Rabbi Yosef Kantor, with wife, Dvorah Leah, and son, has been spiritual leader of the Bangkok Jewish community for four years. Photo by Tom Tugend
The first contingent of Jews arrived in Thailand at the turn of the century, mainly from Middle Eastern countries.
These Sephardic Jews were joined in the 1920s by groups of Ashkenazim, said “Jacob,” whose father arrived here from Russia, via Italy, in 1920.
Jacob, who requested that his real name not be used, represents what is now the oldest Jewish family in Bangkok. He is president of the Jewish community, as his father was a generation earlier.
Besides the Israeli businessmen, the community includes a sizable segment of American Jews. The men, mainly lawyers, got to know Thailand while serving with the U.S. military or the Peace Corps, liked what they saw and decided to stay.
Jacob's request for anonymity is grounded in his sense of vulnerability to terrorist attacks. In 1973, the Palestinian Black September group seized the Israeli Embassy here — although Thai authorities were able to defuse the situation without bloodshed.
Four years ago, Jacob says, police apprehended a terrorist “by a stroke of luck. He had enough explosive material to level everything within a mile radius in the heart of the city.”
Surveying his constituency, Jacob notes that, “basically, all of us are Orthodox; we have no Reform or Conservative Jews here.” The community gets together for Purim and Chanukah parties, and, during the past year, celebrated one wedding, one bris and a few bar mitzvahs, and welcomed one young Thai woman as a convert.
As for the burden of the presidency, Jacob confides that “just because it's a small community doesn't mean it's an easy one.”
What attracts Jews to live in Thailand?
“It's a nice country with friendly people. All religions can function freely, and there are good business opportunities,” says Jacob.
There is also no anti-Semitism, perhaps because “the Thai have no idea what Jews are,” as one resident put it.
In the past, the community had a hard time attracting and then keeping rabbis. “We had one who stayed for a year, and then a second one who left after six months,” says Jacob.

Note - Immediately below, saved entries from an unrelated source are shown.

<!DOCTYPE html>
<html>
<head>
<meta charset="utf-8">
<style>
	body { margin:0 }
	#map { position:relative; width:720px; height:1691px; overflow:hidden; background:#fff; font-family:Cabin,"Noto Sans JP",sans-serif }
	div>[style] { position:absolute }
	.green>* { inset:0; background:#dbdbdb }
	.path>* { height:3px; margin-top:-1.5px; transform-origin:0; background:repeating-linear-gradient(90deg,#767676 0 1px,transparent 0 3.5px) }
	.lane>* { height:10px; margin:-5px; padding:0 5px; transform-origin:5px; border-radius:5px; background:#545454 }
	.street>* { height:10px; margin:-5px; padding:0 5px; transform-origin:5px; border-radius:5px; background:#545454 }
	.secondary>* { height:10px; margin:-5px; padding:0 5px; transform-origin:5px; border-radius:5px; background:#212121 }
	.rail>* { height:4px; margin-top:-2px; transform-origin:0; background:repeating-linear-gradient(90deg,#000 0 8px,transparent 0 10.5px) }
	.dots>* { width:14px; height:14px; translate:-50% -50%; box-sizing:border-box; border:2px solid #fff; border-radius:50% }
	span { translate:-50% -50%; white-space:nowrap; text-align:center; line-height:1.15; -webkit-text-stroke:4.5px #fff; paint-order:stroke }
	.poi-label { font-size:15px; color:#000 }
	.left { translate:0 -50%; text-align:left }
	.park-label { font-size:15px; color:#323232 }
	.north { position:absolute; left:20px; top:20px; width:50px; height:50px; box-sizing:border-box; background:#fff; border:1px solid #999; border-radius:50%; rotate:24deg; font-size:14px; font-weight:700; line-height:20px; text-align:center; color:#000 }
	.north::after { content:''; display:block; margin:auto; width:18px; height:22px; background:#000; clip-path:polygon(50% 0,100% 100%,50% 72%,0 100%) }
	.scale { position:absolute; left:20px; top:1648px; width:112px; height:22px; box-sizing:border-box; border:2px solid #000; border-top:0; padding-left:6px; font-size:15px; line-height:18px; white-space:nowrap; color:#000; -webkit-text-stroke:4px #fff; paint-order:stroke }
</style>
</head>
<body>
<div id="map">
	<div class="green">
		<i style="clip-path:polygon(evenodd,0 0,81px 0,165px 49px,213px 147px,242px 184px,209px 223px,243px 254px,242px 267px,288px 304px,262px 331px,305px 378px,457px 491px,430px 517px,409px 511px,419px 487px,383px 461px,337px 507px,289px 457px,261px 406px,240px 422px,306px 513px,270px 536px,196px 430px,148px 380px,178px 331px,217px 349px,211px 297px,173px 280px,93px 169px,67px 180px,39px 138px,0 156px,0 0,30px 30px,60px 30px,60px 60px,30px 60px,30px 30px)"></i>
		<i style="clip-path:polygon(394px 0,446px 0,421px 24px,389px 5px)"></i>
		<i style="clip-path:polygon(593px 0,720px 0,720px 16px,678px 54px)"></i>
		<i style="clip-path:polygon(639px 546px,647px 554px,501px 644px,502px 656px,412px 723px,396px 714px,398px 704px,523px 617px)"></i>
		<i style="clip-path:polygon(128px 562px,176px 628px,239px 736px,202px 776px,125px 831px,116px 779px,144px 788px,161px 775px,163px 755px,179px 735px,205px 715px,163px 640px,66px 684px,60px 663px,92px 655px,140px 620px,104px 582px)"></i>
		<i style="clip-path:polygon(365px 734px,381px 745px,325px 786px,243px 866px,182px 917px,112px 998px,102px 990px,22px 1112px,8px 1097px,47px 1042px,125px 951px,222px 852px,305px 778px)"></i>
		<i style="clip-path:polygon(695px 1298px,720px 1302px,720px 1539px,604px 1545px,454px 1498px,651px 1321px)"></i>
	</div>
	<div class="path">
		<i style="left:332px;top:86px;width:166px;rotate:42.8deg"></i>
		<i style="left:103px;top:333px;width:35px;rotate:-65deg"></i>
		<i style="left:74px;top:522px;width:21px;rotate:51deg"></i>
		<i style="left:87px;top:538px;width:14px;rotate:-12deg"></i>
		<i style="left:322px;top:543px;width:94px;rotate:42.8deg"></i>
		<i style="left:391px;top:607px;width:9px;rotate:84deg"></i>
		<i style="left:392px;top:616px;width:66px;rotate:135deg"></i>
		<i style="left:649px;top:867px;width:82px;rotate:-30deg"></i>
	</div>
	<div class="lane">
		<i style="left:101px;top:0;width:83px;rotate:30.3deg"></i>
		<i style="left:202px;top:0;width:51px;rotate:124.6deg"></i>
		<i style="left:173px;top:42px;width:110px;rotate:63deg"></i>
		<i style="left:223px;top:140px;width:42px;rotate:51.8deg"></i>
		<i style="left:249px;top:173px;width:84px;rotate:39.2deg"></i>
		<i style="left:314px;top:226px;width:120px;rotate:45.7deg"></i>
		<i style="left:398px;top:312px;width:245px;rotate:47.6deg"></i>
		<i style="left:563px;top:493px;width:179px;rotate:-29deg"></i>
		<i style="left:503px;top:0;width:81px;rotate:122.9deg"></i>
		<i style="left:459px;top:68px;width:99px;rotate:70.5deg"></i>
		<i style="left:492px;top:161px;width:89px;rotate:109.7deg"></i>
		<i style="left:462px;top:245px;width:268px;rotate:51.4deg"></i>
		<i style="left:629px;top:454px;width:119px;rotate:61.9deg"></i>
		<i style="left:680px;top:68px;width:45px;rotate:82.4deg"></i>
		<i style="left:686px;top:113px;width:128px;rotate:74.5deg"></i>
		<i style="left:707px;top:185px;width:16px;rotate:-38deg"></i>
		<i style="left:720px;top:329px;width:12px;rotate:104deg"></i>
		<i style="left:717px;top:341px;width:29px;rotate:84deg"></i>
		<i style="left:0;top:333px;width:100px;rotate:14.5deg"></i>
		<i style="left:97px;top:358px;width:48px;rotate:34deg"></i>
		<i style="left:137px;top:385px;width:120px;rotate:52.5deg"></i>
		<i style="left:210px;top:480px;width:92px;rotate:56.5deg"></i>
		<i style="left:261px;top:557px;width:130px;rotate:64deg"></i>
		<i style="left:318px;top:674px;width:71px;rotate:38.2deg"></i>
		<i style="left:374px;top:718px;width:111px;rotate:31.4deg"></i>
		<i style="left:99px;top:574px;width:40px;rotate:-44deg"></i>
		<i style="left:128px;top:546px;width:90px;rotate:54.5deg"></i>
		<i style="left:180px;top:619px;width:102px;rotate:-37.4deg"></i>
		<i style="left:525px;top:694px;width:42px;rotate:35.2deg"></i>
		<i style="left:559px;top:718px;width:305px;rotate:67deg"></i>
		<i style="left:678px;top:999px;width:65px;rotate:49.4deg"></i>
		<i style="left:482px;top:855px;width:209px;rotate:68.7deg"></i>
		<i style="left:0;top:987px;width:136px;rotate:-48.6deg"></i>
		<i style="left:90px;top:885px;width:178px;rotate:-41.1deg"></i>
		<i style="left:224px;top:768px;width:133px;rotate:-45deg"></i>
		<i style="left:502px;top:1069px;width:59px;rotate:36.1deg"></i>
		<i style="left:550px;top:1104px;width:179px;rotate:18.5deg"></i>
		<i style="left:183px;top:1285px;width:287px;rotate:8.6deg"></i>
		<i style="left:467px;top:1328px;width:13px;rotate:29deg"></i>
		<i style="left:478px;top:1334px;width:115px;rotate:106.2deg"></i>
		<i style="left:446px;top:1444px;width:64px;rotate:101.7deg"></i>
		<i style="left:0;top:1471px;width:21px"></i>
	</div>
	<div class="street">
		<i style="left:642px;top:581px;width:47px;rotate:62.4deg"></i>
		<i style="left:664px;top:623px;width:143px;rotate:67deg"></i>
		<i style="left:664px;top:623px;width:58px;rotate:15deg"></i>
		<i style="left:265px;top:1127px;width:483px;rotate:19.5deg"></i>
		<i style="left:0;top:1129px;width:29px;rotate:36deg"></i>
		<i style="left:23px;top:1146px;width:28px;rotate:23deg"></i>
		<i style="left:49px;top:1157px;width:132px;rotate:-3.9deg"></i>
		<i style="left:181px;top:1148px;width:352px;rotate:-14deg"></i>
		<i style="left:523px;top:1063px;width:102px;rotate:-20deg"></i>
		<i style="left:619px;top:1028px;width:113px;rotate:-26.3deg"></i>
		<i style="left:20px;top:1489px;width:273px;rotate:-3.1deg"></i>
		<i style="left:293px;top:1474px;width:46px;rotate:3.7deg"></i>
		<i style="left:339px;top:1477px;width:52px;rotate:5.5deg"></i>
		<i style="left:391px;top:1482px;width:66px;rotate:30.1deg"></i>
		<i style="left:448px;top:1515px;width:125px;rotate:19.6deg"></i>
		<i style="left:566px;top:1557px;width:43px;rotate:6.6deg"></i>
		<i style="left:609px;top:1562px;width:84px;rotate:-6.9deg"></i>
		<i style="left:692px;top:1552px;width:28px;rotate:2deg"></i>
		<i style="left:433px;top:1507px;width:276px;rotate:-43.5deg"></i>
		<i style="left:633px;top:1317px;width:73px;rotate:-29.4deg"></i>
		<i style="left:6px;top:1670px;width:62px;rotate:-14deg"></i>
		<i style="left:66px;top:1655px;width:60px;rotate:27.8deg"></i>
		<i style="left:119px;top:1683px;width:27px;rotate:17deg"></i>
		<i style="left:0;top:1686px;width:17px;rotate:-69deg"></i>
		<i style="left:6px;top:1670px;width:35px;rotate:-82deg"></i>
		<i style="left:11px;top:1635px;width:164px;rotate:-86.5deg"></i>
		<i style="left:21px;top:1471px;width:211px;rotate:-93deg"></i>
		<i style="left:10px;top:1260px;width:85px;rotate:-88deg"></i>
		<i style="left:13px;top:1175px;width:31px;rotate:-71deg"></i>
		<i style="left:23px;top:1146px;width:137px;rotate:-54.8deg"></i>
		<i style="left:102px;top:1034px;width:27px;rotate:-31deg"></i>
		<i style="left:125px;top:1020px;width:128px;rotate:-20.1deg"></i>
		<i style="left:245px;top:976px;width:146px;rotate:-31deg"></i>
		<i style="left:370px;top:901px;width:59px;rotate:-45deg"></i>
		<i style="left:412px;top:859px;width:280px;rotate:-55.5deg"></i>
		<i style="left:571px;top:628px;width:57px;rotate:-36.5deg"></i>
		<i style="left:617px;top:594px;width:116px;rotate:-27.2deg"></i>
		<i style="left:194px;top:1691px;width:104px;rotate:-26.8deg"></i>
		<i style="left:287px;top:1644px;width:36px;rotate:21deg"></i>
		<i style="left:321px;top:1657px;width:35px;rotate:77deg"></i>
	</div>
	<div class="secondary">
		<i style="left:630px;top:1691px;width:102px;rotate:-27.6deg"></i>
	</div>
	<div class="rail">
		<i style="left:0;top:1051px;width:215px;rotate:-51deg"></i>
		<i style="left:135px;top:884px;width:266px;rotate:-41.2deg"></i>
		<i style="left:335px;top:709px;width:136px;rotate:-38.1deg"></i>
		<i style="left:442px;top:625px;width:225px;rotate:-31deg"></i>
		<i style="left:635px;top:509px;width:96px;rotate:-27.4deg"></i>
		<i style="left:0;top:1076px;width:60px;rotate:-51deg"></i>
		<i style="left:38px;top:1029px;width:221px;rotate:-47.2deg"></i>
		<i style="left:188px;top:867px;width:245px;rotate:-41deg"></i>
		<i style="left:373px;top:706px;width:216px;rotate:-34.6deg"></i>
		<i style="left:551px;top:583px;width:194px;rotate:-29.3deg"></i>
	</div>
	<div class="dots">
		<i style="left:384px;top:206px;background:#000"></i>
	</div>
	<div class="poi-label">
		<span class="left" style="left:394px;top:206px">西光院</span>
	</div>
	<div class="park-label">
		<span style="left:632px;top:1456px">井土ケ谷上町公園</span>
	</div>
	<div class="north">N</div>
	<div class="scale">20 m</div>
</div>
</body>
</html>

Four years ago, community leaders turned to the Lubavitcher Rebbe, who dispatched Rabbi Kantor. The 28-year-old native of Australia has “done a terrific job,” according to Jacob.

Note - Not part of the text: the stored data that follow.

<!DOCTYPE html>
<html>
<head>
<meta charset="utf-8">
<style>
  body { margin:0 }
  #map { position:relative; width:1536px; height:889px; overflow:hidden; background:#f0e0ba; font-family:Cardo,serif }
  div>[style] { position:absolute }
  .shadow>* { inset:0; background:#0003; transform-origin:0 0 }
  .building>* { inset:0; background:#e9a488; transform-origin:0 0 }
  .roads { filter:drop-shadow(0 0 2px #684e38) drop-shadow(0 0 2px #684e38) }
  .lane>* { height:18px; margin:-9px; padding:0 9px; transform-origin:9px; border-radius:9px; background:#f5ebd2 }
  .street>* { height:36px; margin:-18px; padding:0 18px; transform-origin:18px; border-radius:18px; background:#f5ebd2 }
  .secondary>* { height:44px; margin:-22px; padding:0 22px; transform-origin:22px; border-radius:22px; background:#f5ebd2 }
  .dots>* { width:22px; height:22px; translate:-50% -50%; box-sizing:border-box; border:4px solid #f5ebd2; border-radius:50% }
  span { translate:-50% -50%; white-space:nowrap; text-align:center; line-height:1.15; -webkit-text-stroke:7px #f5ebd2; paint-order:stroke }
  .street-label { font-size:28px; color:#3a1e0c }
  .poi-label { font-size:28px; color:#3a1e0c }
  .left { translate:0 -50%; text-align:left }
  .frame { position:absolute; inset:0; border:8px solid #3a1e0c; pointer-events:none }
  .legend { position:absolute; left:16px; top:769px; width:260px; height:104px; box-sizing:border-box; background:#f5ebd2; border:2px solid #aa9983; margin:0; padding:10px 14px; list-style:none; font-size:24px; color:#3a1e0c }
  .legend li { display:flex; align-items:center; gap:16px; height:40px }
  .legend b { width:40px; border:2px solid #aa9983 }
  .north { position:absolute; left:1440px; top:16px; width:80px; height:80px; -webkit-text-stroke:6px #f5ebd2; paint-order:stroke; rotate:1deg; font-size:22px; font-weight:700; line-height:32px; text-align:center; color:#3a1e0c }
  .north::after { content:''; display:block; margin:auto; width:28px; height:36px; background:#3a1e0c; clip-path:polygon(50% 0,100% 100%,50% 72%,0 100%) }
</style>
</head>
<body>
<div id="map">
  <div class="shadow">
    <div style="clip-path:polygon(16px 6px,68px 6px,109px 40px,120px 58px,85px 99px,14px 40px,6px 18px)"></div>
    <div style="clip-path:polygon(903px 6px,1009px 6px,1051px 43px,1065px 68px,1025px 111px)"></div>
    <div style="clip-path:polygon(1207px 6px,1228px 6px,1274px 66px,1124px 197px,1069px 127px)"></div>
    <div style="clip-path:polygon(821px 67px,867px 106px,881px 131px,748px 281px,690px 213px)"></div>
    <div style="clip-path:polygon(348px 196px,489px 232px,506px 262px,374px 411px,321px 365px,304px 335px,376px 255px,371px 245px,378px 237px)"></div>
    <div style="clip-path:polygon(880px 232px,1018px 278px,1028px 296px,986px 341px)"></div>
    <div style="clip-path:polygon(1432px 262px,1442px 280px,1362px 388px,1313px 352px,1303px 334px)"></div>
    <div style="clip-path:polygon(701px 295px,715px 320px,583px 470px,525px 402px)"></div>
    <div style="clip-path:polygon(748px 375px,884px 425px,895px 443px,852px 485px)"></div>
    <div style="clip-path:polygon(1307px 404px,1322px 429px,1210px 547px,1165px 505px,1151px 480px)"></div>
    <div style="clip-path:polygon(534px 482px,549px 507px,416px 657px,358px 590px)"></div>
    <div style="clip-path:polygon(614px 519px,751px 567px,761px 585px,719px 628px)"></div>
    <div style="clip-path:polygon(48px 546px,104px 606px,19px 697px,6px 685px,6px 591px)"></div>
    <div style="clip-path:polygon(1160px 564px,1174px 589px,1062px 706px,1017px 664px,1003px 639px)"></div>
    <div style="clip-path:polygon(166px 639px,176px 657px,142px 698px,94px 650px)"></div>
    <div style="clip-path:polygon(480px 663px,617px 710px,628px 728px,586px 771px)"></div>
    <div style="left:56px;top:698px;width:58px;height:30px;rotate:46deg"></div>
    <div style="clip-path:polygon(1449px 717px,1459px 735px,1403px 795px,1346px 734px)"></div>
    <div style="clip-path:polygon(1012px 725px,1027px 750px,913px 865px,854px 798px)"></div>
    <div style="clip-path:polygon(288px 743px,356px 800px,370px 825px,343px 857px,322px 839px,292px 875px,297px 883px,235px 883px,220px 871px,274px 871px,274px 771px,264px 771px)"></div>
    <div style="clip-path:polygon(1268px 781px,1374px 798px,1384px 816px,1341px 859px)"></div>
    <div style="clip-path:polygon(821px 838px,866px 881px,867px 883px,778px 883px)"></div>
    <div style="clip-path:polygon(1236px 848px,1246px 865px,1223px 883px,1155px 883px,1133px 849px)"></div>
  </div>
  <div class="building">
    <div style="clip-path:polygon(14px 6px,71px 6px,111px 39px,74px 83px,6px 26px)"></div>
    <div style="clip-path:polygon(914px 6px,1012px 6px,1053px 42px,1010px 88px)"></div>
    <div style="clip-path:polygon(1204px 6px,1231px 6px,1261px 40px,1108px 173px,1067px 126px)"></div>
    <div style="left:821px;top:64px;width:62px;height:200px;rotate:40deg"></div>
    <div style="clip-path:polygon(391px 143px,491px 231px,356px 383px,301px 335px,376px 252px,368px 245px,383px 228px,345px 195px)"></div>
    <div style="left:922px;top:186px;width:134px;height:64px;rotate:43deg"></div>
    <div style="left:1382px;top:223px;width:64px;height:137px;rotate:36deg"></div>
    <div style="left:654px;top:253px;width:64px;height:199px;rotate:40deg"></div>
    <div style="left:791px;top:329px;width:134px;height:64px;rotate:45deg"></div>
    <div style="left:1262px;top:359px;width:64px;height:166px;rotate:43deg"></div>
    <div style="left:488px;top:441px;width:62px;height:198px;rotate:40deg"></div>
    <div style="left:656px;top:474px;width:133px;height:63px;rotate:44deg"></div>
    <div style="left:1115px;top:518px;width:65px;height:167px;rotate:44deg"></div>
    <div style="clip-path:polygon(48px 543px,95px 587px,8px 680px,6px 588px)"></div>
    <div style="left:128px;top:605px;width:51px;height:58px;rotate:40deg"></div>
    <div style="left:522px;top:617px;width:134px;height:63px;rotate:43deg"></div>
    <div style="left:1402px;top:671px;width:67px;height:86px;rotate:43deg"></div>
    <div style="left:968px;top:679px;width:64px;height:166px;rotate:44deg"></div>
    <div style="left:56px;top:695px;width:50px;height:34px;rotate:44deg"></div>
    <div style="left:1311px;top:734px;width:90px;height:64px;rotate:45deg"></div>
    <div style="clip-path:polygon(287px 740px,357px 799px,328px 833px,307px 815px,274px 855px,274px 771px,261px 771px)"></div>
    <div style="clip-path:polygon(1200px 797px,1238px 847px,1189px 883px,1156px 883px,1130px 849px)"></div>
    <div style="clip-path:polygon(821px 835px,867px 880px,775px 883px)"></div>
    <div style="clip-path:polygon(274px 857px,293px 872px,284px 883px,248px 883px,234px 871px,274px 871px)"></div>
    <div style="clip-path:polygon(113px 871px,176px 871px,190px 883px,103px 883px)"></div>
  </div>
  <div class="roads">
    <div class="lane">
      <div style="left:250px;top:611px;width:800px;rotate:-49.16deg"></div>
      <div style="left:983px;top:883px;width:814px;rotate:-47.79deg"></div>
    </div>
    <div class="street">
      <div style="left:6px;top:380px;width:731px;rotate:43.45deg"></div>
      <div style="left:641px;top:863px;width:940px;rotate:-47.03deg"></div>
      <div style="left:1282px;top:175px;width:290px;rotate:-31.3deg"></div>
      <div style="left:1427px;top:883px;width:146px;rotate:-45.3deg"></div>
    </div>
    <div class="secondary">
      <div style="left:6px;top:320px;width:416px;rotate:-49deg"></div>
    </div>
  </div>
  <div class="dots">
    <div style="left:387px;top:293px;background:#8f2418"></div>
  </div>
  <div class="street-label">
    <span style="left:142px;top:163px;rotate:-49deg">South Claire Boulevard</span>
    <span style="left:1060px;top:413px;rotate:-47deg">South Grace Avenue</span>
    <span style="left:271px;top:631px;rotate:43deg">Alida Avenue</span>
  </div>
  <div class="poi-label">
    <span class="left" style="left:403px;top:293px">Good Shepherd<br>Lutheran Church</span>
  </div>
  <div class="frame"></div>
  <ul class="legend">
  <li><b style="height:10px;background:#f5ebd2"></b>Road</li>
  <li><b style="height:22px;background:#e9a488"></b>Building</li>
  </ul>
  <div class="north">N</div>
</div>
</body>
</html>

Kantor and his wife, Dvorah Leah, who hails from Los Angeles, are now well-settled and are raising a family. He relies primarily on e-mail to stay in touch with Chabad headquarters in Brooklyn and with the rest of the world.
Some things about Thailand, though, are hard to get used to, including the extremely hot and humid weather. “Sometimes, I dream of just taking a pleasant walk, like in Los Angeles,” says the rebbetzin. “Now [in February], it's the middle of the winter, and the temperature is 100 degrees.”
Mindi Gerlitzky, one of the two young teachers recently arrived from Kfar Chabad, is struck by other phenomena.
“I was shocked to see so many Israelis here,” she says.
Israeli tourists now flock to Thailand at the rate of 50,000 a year, according to Yaakov Avrahami, the No. 2 man at the Israeli Embassy.
Besides the 15,000 backpackers, there are some 35,000 mostly middle-aged visitors, attracted by cheap package tours and the regular El Al flights between Tel Aviv and Bangkok.
The Israeli Embassy was opened in 1957, but the Thai reciprocated in opening an embassy in Tel Aviv only last year. One reason for the latter move was to serve the estimated 20,000 Thai nationals now working in Israel, mainly in the agricultural sector.
Trade between the two countries runs at $500 million a year, with the balance almost 2 to 1 in Israel's favor. Thai exports are mainly in diamonds and gemstones, and imports from Israel include machinery, electronics and communication equipment.
Diplomatic relations between Thailand and Israel function smoothly, says Avrahami, and, judging by the three English-language dailies in Bangkok, Thailand's people and government seem well-disposed to the Jewish State.